*REQUIREMENT*: Copy out each line below that has the word "Daisy" in it.
---------- DATA FOR THIS EXERCISE
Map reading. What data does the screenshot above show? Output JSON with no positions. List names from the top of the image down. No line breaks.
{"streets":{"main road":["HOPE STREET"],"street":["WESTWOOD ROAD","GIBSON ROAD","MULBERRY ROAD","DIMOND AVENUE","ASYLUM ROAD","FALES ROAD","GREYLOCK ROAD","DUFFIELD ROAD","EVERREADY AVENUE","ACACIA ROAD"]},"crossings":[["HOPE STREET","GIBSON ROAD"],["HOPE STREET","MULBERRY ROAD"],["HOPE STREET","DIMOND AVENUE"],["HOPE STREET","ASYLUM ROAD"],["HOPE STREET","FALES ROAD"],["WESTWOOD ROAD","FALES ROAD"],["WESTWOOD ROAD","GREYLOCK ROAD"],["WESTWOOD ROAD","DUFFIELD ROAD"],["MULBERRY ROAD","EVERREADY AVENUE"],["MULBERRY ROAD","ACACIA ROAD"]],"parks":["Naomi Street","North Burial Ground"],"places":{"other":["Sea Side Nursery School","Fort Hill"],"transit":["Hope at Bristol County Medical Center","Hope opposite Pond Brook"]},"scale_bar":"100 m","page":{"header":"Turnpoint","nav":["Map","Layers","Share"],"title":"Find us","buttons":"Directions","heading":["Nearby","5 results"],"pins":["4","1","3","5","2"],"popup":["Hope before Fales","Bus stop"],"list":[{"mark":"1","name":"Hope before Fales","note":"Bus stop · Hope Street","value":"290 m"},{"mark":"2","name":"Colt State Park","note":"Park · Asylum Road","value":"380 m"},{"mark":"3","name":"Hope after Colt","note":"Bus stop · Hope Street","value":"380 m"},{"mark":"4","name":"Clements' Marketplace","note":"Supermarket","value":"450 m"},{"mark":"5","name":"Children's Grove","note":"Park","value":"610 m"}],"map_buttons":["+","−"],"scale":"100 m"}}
--------------------
---------- DATA FOR THIS EXERCISE
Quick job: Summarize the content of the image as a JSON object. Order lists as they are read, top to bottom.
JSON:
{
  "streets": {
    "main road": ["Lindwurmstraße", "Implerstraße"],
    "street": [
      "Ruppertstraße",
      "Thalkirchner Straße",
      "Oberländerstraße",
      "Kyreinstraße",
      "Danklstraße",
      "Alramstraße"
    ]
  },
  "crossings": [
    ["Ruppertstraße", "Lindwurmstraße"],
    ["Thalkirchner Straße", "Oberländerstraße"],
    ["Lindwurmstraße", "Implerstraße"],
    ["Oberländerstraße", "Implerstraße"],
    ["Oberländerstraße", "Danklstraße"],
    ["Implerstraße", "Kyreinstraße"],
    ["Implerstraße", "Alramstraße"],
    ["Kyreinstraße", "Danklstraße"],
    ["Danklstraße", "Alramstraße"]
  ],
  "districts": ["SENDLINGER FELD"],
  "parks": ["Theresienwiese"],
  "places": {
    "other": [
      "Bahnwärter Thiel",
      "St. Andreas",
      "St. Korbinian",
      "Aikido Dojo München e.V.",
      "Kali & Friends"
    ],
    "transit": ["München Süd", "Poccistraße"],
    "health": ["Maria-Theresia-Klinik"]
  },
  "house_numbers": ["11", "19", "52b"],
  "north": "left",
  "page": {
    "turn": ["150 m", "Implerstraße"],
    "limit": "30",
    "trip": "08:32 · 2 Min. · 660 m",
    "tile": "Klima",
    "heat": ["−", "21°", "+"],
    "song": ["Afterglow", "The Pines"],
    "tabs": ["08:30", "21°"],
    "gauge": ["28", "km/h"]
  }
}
--------------------
---------- DATA FOR THIS EXERCISE
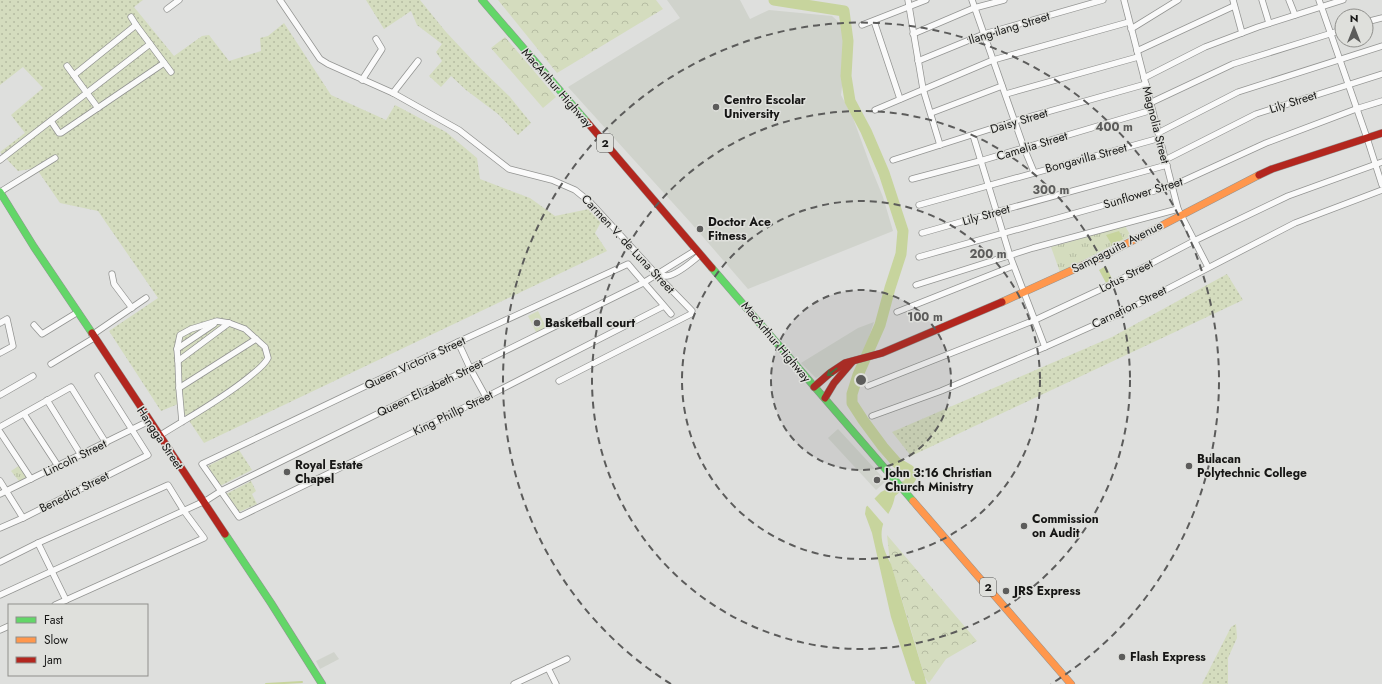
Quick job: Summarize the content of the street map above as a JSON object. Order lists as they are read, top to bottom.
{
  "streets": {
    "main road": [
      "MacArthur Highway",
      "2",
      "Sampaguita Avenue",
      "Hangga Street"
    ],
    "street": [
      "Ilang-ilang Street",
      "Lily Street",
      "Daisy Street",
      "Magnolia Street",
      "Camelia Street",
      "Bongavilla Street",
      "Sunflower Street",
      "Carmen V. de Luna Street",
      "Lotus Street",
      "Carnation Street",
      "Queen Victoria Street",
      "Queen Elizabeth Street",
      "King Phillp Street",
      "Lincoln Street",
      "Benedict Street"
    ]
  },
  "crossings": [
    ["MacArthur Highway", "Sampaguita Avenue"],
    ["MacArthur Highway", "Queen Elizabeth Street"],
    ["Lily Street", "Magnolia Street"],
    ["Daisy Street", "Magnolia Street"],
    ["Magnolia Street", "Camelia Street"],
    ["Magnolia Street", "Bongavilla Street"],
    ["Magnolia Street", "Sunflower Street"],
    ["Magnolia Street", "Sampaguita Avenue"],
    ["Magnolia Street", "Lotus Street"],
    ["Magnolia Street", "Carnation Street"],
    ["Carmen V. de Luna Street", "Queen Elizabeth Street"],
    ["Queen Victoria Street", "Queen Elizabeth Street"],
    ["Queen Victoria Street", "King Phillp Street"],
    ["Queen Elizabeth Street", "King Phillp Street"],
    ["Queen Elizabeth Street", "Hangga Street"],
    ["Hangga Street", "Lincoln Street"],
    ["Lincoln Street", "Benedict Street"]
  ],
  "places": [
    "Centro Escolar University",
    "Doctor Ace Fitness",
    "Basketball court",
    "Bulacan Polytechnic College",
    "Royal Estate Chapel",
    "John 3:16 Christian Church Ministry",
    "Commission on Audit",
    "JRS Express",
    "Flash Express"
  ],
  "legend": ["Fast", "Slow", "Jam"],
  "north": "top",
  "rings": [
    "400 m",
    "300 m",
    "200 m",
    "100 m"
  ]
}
--------------------
*TASK RESPONSE*:
      "Daisy Street",
    ["Daisy Street", "Magnolia Street"],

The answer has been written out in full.